Les coliques du nourrisson

Les critères de Rome III consistaient en la règle des 3 : 3 heures de pleurs/ jour durant au moins 3 jours/semaine. Ces critères très stricts étaient difficiles à valider en pratique clinique et la durée de 3 heures semblait arbitraire. Dans Rome IV, ils ont été largement assouplis. Ainsi, le diagnostic en pratique clinique peut maintenant être porté chez un nourrisson associant les signes suivants :

  • Nourrisson de moins de 5 mois au début et à la fin des symptômes.
  • Épisodes de pleurs prolongés et récurrents ou d’irritabilité rapportés par la personne s’occupant de l’enfant. Ces épisodes surviennent sans cause évidente et ne peuvent être prévenus ou résolus par la personne s’occupant du nourrisson.
  • Pas de difficultés à grandir, de fièvre ou de pathologie associée.

Diarrhée fonctionnelle

Là aussi, les critères basés sur des études épidémiologiques ont été assouplis et associent :

  • au moins 4 selles volumineuses et non formées d’émission non douloureuse par jour,
  • des symptômes évoluant depuis au moins 4 semaines,
  • début entre 6 et 60 mois,
  • sans trouble de la croissance associé en cas d’apport calorique suffisant.

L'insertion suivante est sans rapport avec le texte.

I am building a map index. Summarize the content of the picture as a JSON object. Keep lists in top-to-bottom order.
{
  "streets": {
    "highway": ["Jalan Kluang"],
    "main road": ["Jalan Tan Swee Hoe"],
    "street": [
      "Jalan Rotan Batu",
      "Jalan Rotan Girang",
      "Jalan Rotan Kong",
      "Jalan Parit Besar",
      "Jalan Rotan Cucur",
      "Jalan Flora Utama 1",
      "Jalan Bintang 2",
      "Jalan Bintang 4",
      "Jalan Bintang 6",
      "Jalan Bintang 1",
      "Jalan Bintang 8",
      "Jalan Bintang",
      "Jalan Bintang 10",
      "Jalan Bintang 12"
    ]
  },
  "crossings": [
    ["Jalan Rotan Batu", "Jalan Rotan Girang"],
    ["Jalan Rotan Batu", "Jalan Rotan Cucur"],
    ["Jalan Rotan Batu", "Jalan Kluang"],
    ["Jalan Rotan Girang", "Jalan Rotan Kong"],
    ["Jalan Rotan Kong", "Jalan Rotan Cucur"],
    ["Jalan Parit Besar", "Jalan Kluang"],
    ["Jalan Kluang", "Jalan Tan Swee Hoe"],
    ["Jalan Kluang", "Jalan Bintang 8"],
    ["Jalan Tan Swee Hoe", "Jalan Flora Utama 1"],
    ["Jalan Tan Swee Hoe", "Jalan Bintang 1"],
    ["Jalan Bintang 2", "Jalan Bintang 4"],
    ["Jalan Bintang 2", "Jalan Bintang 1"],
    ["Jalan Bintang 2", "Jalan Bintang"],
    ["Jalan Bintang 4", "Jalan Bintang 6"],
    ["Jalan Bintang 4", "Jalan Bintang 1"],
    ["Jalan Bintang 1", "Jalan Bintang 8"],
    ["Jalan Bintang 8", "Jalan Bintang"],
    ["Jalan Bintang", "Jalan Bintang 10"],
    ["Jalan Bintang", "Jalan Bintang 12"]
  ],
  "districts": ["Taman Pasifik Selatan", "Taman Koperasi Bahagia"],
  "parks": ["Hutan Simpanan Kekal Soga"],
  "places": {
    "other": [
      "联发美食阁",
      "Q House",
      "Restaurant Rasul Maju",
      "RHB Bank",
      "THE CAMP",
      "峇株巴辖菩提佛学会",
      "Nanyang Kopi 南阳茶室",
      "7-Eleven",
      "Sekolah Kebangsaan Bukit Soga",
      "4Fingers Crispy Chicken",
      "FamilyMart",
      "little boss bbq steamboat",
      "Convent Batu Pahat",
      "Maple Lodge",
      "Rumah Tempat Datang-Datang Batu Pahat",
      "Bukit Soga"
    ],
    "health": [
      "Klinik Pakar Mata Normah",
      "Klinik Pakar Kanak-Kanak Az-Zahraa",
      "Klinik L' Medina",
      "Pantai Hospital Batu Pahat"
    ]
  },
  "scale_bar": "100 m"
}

Nous pouvons rappeler que ces selles sont souvent émises le jour avec des débris alimentaires (même si ce n’est plus dans la définition).

Chaque praticien aura à loisir la possibilité de demander des IgA totales avec IgA anti transglutaminase pour éliminer une maladie coeliaque qui peut au début s’apparenter à une diarrhée fonctionnelle (même si classiquement le poids s’infléchit…).

Dyschésie du nourrisson

Ce cadre nosologique s’est étendu aux nourrissons de moins de 9 mois et pas seulement aux moins de 6 mois, là aussi sur la base d’études prospectives. Pour porter le diagnostic de dyschésie, il faut :

  • un nourrisson < 9 mois,
  • qui pousse et qui pleure pendant au moins 10 minutes avant l’émission ou la non-émission de selles molles,
  • et pas d’autres problèmes de santé.

Ce problème d’asynergie ou asynchronisme abdomino-pelvien est insupportable pour ces nourrissons qui poussent et se retiennent en même temps !

Constipation fonctionnelle

Les changements de critères diagnostiques concernent les enfants en cours d’acquisition de la propreté et la suppression du critère de continence chez le nourrisson portant des couches. On peut donc parler de constipation fonctionnelle chez l’enfant jusqu’à 4 ans si au moins 2 des symptômes suivants sont présents depuis au moins 1 mois :

  • Deux ou moins de 2 défécations par semaine.
  • Antécédent de rétention excessive des selles.
  • Antécédent de douleur ou de défécation difficile.
  • Antécédent de selles très volumi- neuses.

Présence d’une large masse fécale dans le rectum. Chez l’enfant ayant acquis la propreté, les critères suivants peuvent être utilisés :

  • Au moins 1 épisode par semaine d’incontinence.
  • Antécédent de selles très volumineuses ayant obstrué les toilettes.

Comme vous le constatez, on peut donc être constipé en allant tous les jours aux toilettes !

En bref

De façon générale, Rome IV colle plus à la réalité du clinicien pour décrire et classer plus simplement ces troubles fonctionnels digestifs de l’enfant. Cette classification est un outil très utile en pratique.

 

Les auteurs déclarent ne pas avoir de liens d’intérêts en relation avec cet article.


1. Benninga MA, Faure C, Hyman PE, St James Roberts I, Schechter NL, Nurko S. Childhood functional Gastrointestinal Disorders : Neonate/Toddler. Gastroenterology 2016 ; 150 : 1443-55.